When conflict or confrontations occur in the workplace the solution is often sought through negotiation. Negotiation, it is thought, is a simple way to diffuse such difficulties and is easy to engage in. Unfortunately, because many people do not understand the underlying principles of negotiation, what actually happens is that the conflicting parities end up in ever increasing acrimonious arguments, rather than productive outcomes.
To constructively engage in negotiation means that both parties are willing to explore the issues and, by working together, come to a mutual agreement which is acceptable to both. But to do this requires that both sides understand the options and the consequences of the various choices.
If it appears that negotiation is going nowhere, the question that should be asked by both parties is “Are we engaged in negotiation, or merely argument?”
The difference between argument and negotiation is the willingness to resolve the issue. Arguments are putting our own opinion and there is often no willingness to listen to another point of view or even concede the value in their opinions. There is no willingness to concede on anything.
On the other hand, to negotiate means to listen to the other side of the conflict, to understand the basis from which they operate and to be willing to take action that will lead to resolving the issue.
When was the last time that you were involved in an argument? What was the outcome? Did you continue to forcefully put your point of view without any wish to listen to the other side? You may have the authority or power to force your point of view, and if so, you may have walked away with a win/lose result. But I bet the atmosphere was icy for some time. And if you were engaged in an argument where the other person forced this outcome, then remember how you felt, it is not pleasant to recall.

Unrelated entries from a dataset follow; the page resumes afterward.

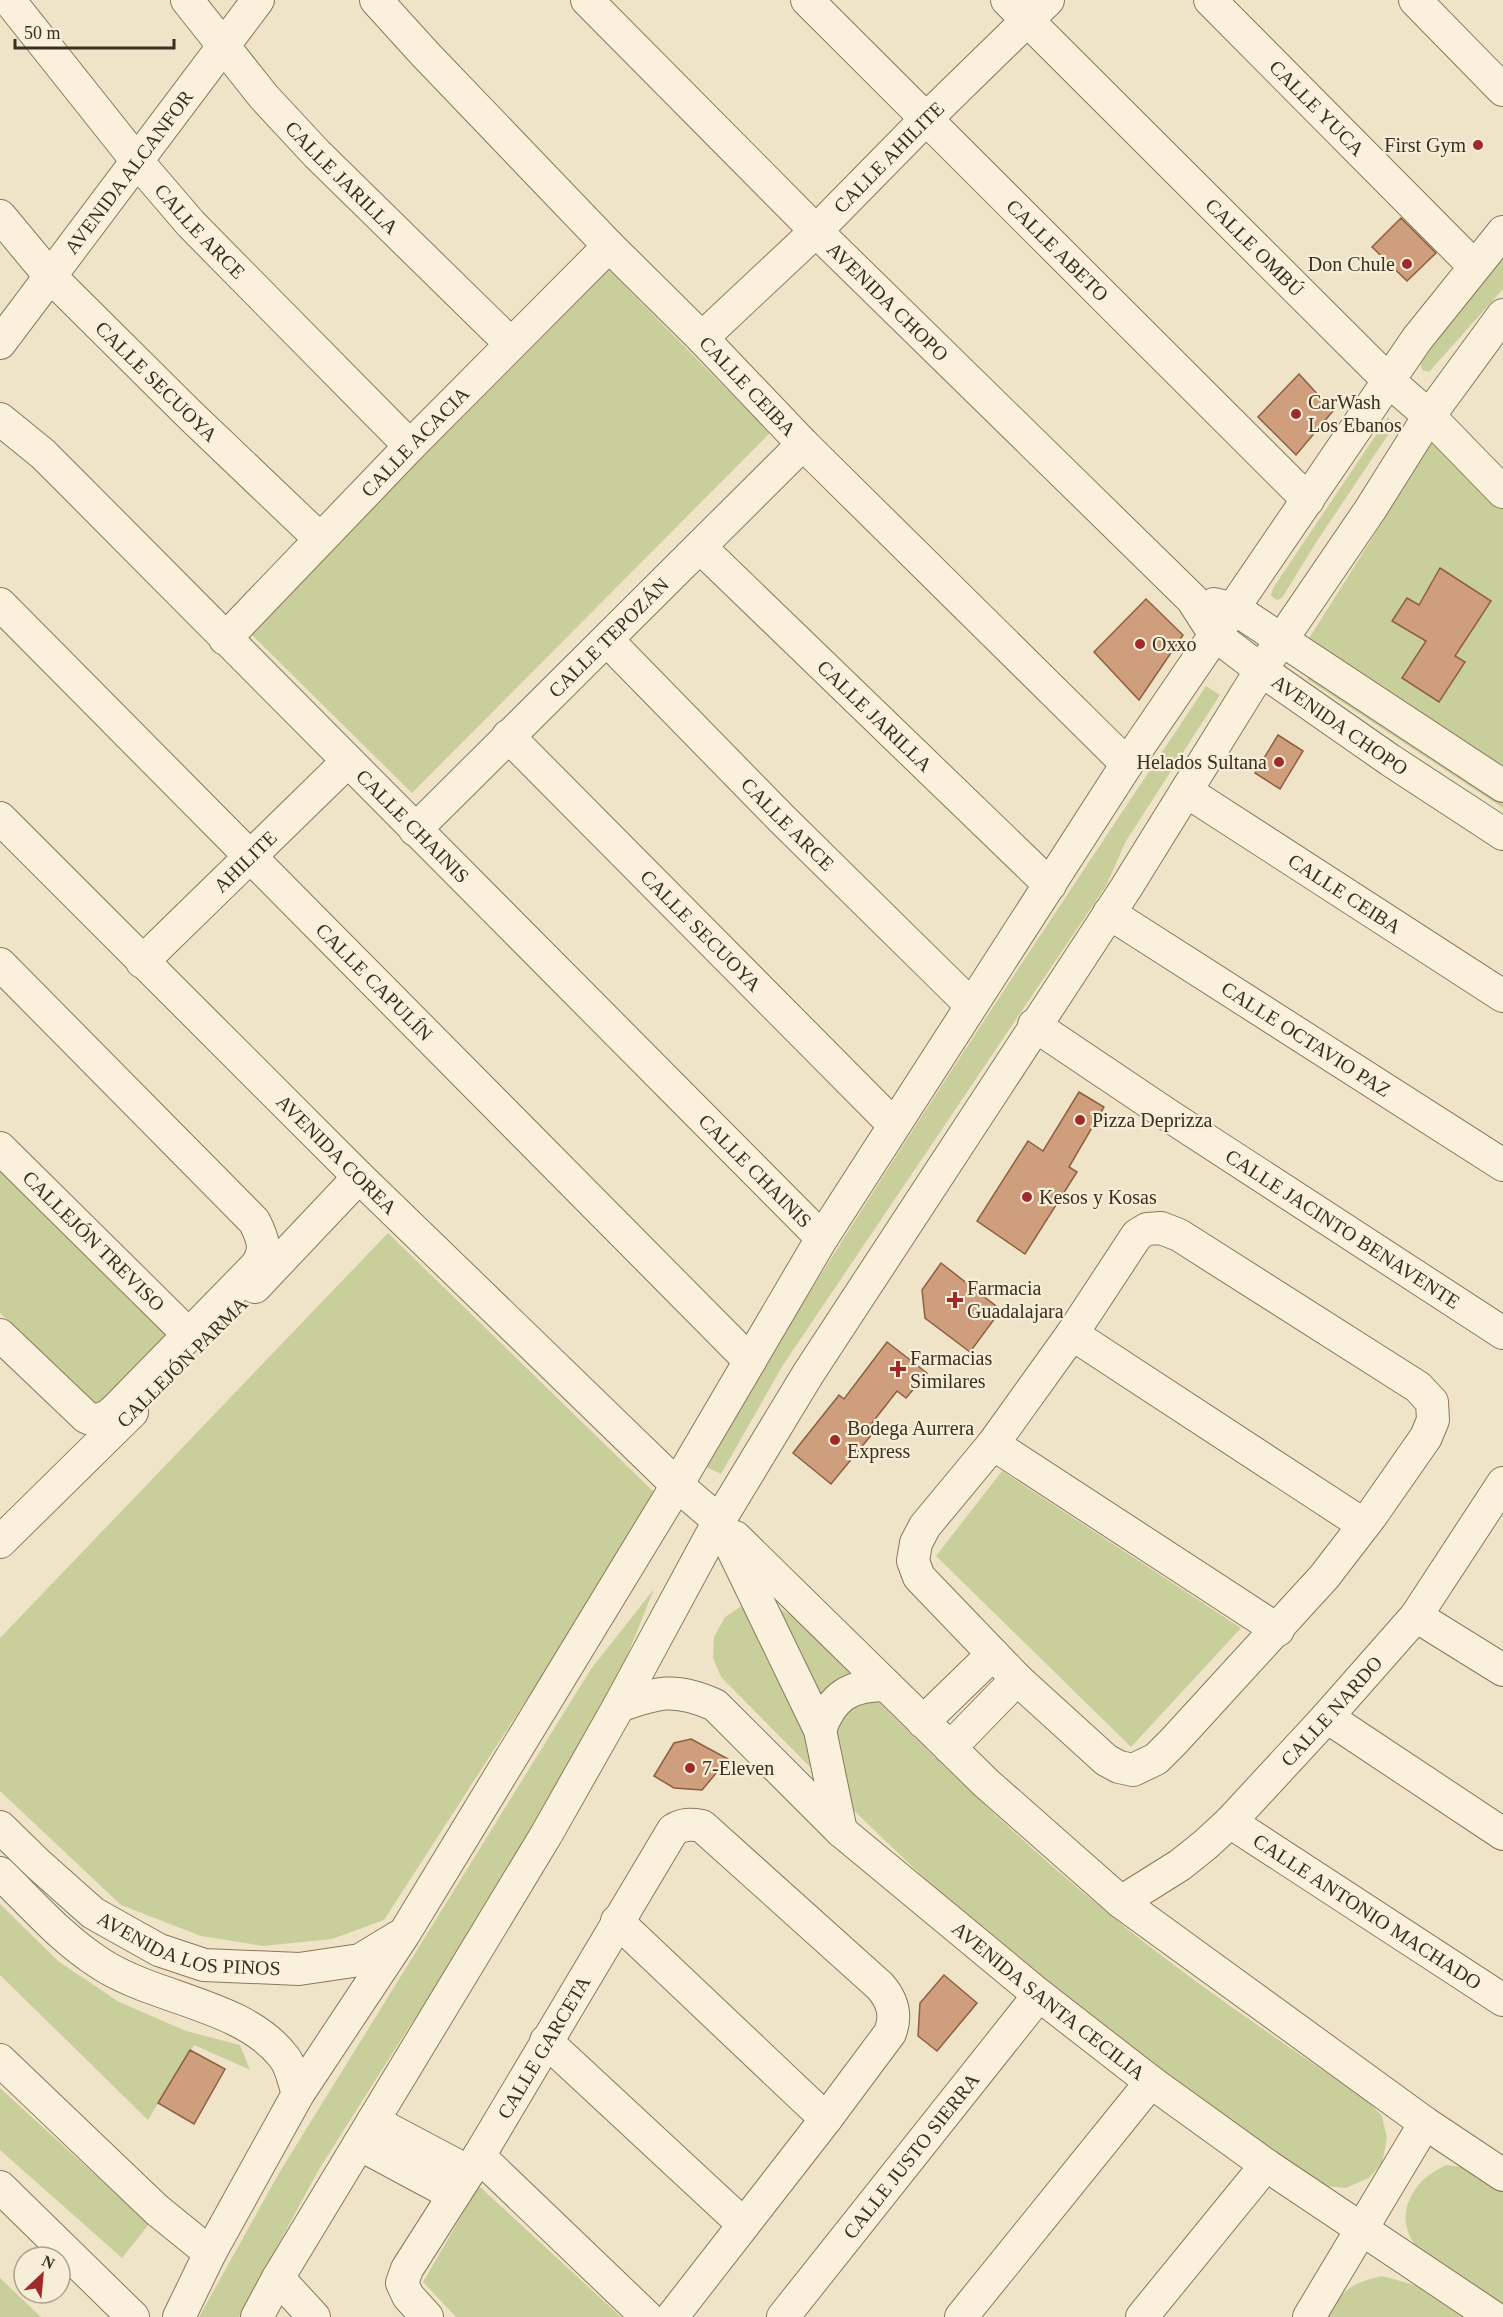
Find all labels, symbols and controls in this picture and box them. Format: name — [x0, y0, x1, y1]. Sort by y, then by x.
scale bar — [15, 12, 174, 50]
text: 50 m — [24, 23, 61, 43]
street label: CALLE YUCA — [1265, 56, 1369, 161]
street label: AVENIDA ALCANFOR — [60, 85, 198, 258]
street label: CALLE AHILITE — [829, 97, 948, 217]
street label: CALLE JARILLA — [281, 116, 403, 239]
place label: First Gym — [1384, 134, 1466, 157]
marker: First Gym — [1471, 138, 1485, 152]
street label: CALLE ARCE — [150, 179, 250, 283]
street label: CALLE OMBÚ — [1201, 194, 1310, 301]
street label: CALLE ABETO — [1002, 195, 1113, 305]
street label: AVENIDA CHOPO — [823, 238, 953, 365]
place label: Don Chule — [1308, 253, 1395, 275]
marker: Don Chule — [1400, 257, 1414, 271]
street label: CALLE SECUOYA — [91, 317, 222, 446]
street label: CALLE CEIBA — [695, 332, 801, 441]
street label: CALLE ACACIA — [356, 382, 474, 501]
place label: CarWash Los Ebanos — [1308, 391, 1402, 436]
marker: CarWash Los Ebanos — [1289, 407, 1303, 421]
street label: CALLE TEPOZÁN — [544, 573, 673, 702]
place label: Oxxo — [1152, 633, 1196, 655]
marker: Oxxo — [1133, 637, 1147, 651]
street label: CALLE JARILLA — [813, 656, 937, 776]
street label: AVENIDA CHOPO — [1268, 670, 1412, 780]
place label: Helados Sultana — [1136, 751, 1267, 773]
marker: Helados Sultana — [1272, 755, 1286, 769]
street label: CALLE CHAINIS — [352, 765, 474, 887]
street label: CALLE ARCE — [737, 773, 839, 875]
street label: AHILITE — [209, 826, 281, 897]
street label: CALLE CEIBA — [1284, 849, 1406, 938]
street label: CALLE SECUOYA — [636, 865, 766, 996]
street label: CALLE CAPULÍN — [312, 919, 437, 1045]
street label: CALLE OCTAVIO PAZ — [1218, 977, 1395, 1101]
street label: AVENIDA COREA — [272, 1090, 402, 1219]
place label: Pizza Deprizza — [1092, 1109, 1213, 1132]
street label: CALLE CHAINIS — [694, 1110, 816, 1232]
marker: Pizza Deprizza — [1073, 1113, 1087, 1127]
street label: CALLE JACINTO BENAVENTE — [1222, 1145, 1464, 1313]
street label: CALLEJÓN TREVISO — [18, 1166, 169, 1316]
place label: Kesos y Kosas — [1039, 1186, 1157, 1209]
marker: Kesos y Kosas — [1020, 1190, 1034, 1204]
place label: Farmacia Guadalajara — [967, 1277, 1064, 1323]
street label: CALLEJÓN PARMA — [111, 1291, 252, 1432]
marker: Farmacia Guadalajara — [948, 1293, 962, 1307]
place label: Farmacias Similares — [910, 1347, 992, 1392]
marker: Farmacias Similares — [891, 1362, 905, 1376]
place label: Bodega Aurrera Express — [847, 1417, 974, 1463]
marker: Bodega Aurrera Express — [828, 1433, 842, 1447]
street label: CALLE NARDO — [1276, 1651, 1387, 1771]
place label: 7-Eleven — [702, 1757, 774, 1779]
marker: 7-Eleven — [683, 1761, 697, 1775]
street label: CALLE ANTONIO MACHADO — [1249, 1829, 1485, 1994]
street label: AVENIDA LOS PINOS — [94, 1907, 281, 1979]
street label: AVENIDA SANTA CECILIA — [948, 1917, 1150, 2085]
street label: CALLE GARCETA — [493, 1971, 595, 2123]
street label: CALLE JUSTO SIERRA — [839, 2068, 984, 2243]
north arrow — [12, 2245, 72, 2305]
text: N — [39, 2252, 58, 2272]

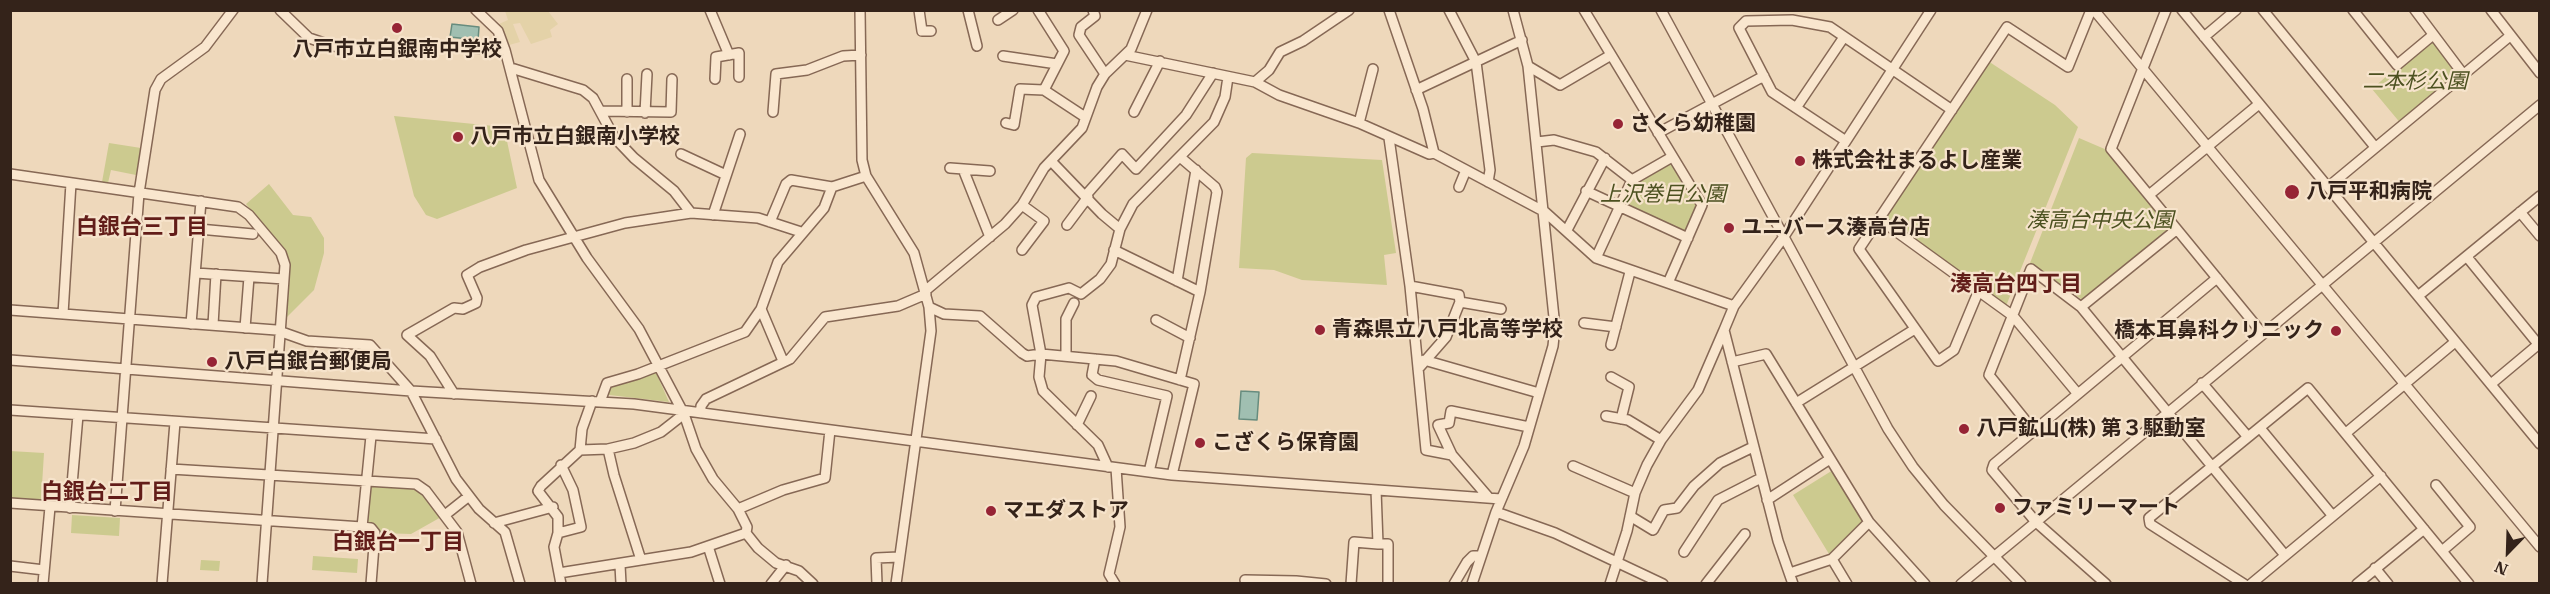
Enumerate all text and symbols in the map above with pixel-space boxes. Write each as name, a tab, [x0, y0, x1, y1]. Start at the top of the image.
marker: 八戸市立白銀南中学校	[390, 21, 404, 35]
place label: 八戸市立白銀南中学校	[292, 37, 502, 63]
park label: 二本杉公園	[2363, 69, 2467, 95]
place label: さくら幼稚園	[1630, 111, 1756, 137]
marker: さくら幼稚園	[1611, 117, 1625, 131]
place label: 八戸市立白銀南小学校	[470, 124, 680, 150]
marker: 八戸市立白銀南小学校	[451, 130, 465, 144]
place label: 株式会社まるよし産業	[1812, 148, 2022, 174]
marker: 株式会社まるよし産業	[1793, 154, 1807, 168]
place label: 八戸平和病院	[2306, 179, 2432, 205]
park label: 上沢巻目公園	[1600, 182, 1726, 208]
marker: 八戸平和病院	[2283, 183, 2301, 201]
park label: 湊高台中央公園	[2027, 208, 2173, 234]
district label: 白銀台三丁目	[76, 215, 208, 241]
place label: ユニバース湊高台店	[1741, 215, 1930, 241]
marker: ユニバース湊高台店	[1722, 221, 1736, 235]
district label: 湊高台四丁目	[1950, 272, 2082, 298]
place label: 青森県立八戸北高等学校	[1332, 317, 1563, 343]
place label: 橋本耳鼻科クリニック	[2114, 318, 2324, 344]
marker: 青森県立八戸北高等学校	[1313, 323, 1327, 337]
marker: 橋本耳鼻科クリニック	[2329, 324, 2343, 338]
place label: 八戸白銀台郵便局	[224, 349, 392, 375]
marker: 八戸白銀台郵便局	[205, 355, 219, 369]
place label: 八戸鉱山(株) 第３駆動室	[1976, 416, 2206, 442]
marker: 八戸鉱山(株) 第３駆動室	[1957, 422, 1971, 436]
place label: こざくら保育園	[1212, 430, 1359, 456]
marker: こざくら保育園	[1193, 436, 1207, 450]
district label: 白銀台二丁目	[41, 480, 173, 506]
place label: ファミリーマート	[2012, 495, 2180, 521]
place label: マエダストア	[1003, 498, 1129, 524]
marker: ファミリーマート	[1993, 501, 2007, 515]
marker: マエダストア	[984, 504, 998, 518]
north arrow	[2478, 522, 2538, 582]
district label: 白銀台一丁目	[332, 530, 464, 556]
text: N	[2491, 557, 2511, 580]

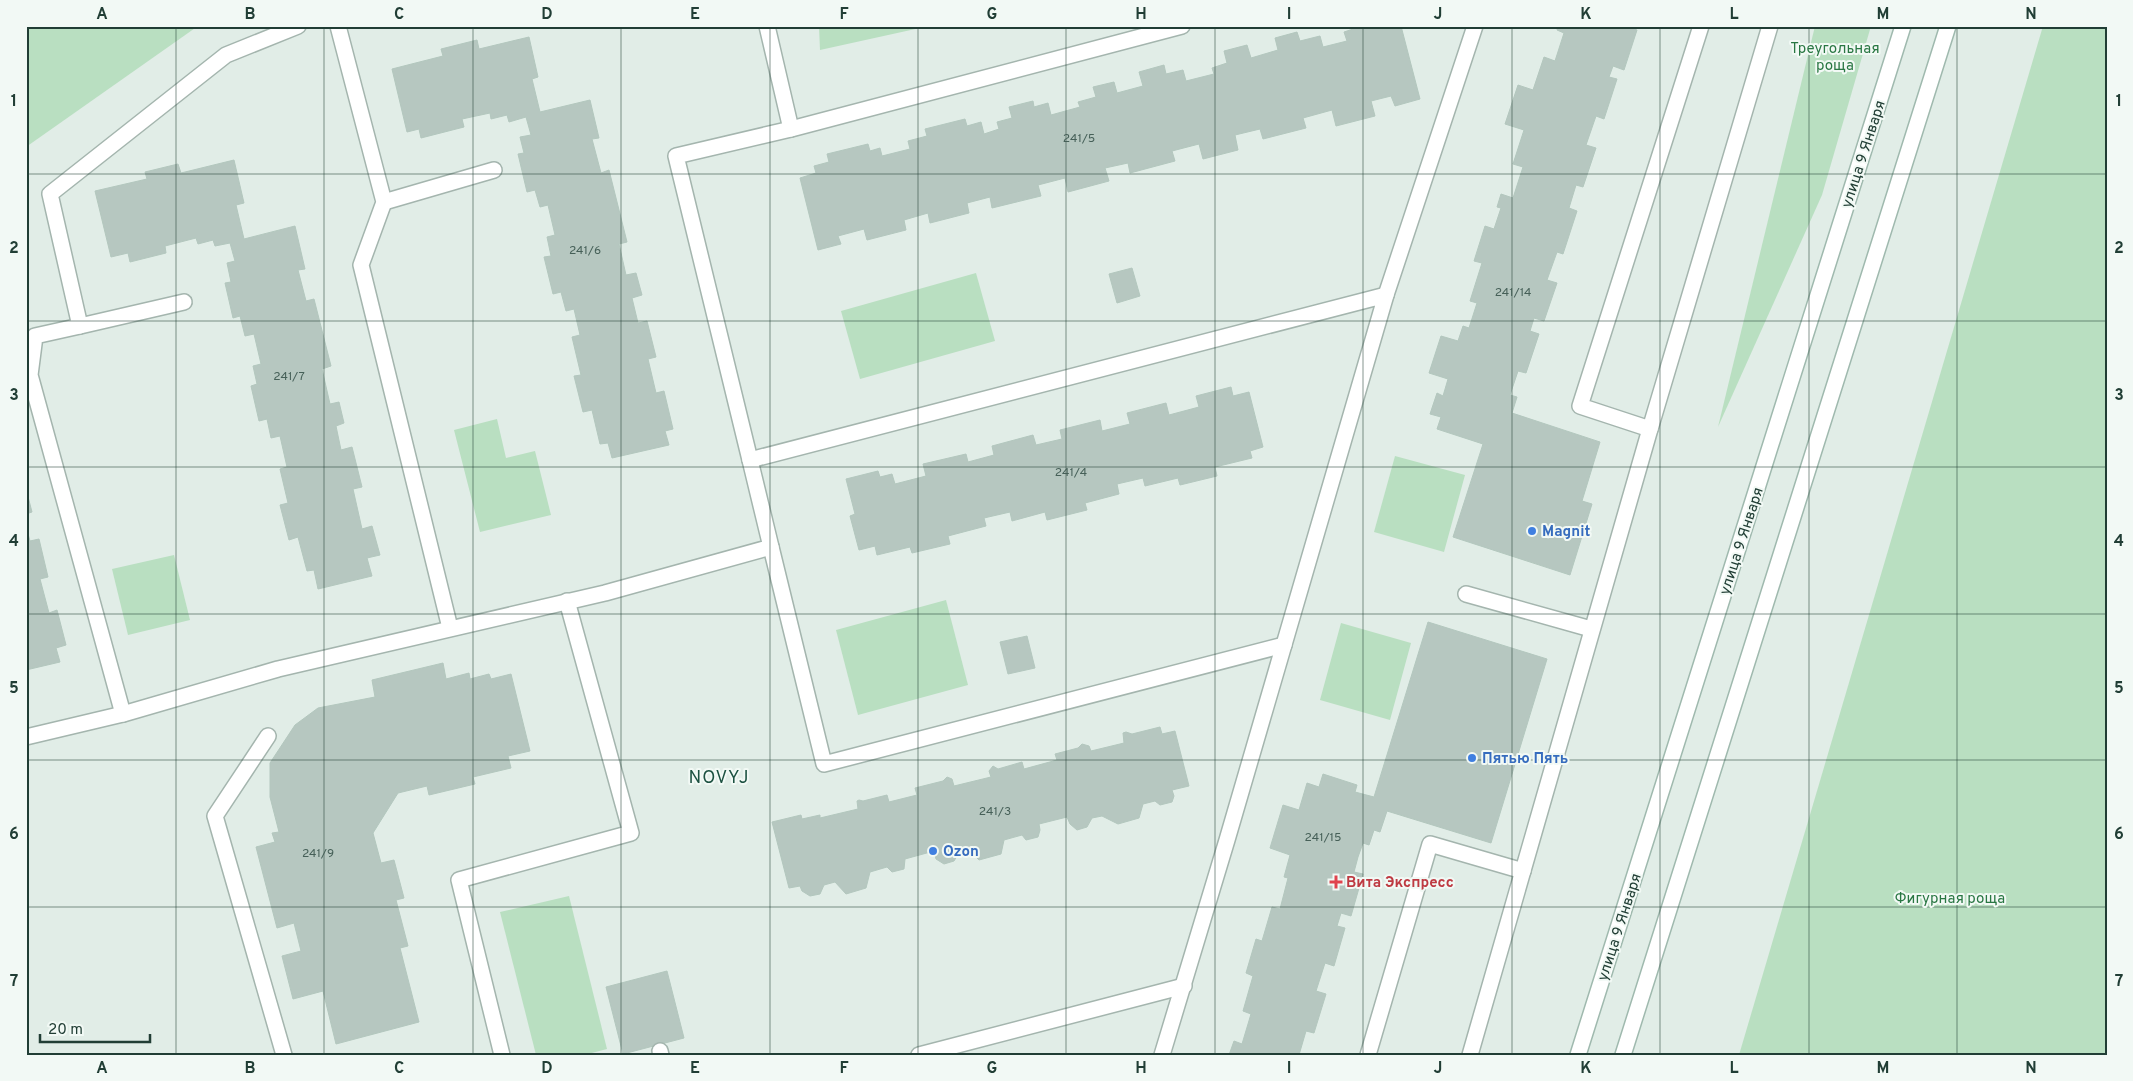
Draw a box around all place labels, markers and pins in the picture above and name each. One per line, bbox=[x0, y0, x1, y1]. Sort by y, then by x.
place label: Magnit bbox=[1542, 523, 1590, 542]
marker: Magnit bbox=[1526, 525, 1538, 537]
place label: Пятью Пять bbox=[1482, 750, 1568, 769]
marker: Пятью Пять bbox=[1466, 752, 1478, 764]
place label: Ozon bbox=[943, 843, 979, 862]
marker: Ozon bbox=[927, 845, 939, 857]
place label: Вита Экспресс bbox=[1346, 874, 1454, 893]
marker: Вита Экспресс bbox=[1330, 876, 1342, 888]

The problem with this outcome is that no-one likes to be a loser, and if you force your own preferred outcome so that you get everything you want, you will force the other party to be a loser. They are unlikely to forget the humiliation; and will inevitably carry resentment long term. Should they then get the upper hand, then watch out. This is not a long term solution and has no place in negotiations.
Unfortunately, another outcome of a bitter dispute is where neither party wins, when neither of them will shift their position nor be willing to look at other solutions that may help resolve the point at issue. If this continues then it’s almost all out war and no one wins anything, in fact it is the classic lose/lose situation and no-one is happy. Again, the willingness to work to resolve the issue is missing and the outcome can be devastating and have much wider implications.
So what about the ‘workable compromise’ ? Here, surely everyone wins? The trouble is that compromise is built on loss, both side of the problem have to loose something to achieve a compromise. And, no matter how the situation is resolved there may be a sense that they were forced into giving up something they did not want to. Compromise looks good on the surface, but resentment can be simmering underneath and when it breaks out it the person will be even more determined to force a win/lose result in their favour.
For instance the original point of contention may be that the employees want a $10 per day rise in wages. The employer offers $2 and they compromise on $6 per day. In this case although a compromise has been reached neither side is really happy. The employees feel that they were forced to accept less than they wanted, while the employer feels forced to give more than they think they can afford. Compromise? Yes, but at what cost.
The above results are often the outcome where argument is used rather than negotiation. Argument attacks the person, the individuals, or the organisation. Those who are acclaimed as “strong negotiators” are more often than not, determined arguers.
The real win/win result comes from a willingness to attack the problem rather than the opposition, and this requires collaboration to reach a consensus. Negotiation means a working together to create an outcome which is acceptable to all and sometimes this means looking at other options to resolve the dispute.
In the example above, if the parties worked together to achieve a collaborated outcome, the negotiated outcome could be that there would be no pay rise, but maybe a radical change of hours, increased bonuses and superannuation entitlements.
A successful negotiation is where both sides accept the result as a good deal for their party. An unwillingness to develop other solutions is not part of negotiations. And that of course is where arguments fail. Arguments mean that I have only one preferred solution: you accept my point of view and concede to my requests; and if you don’t there will be unpleasant consequences.
The skill in negotiation comes from positive communication that focuses on the problem, which is an outcome of cooperation; while argument opens up both parties to confrontation and unresolved conflict. While we will probably never be able to avoid conflicts or confrontation, if we learn the principles of negotiation we have a much better chance of reaching a cooperative outcome and positive results for both sides.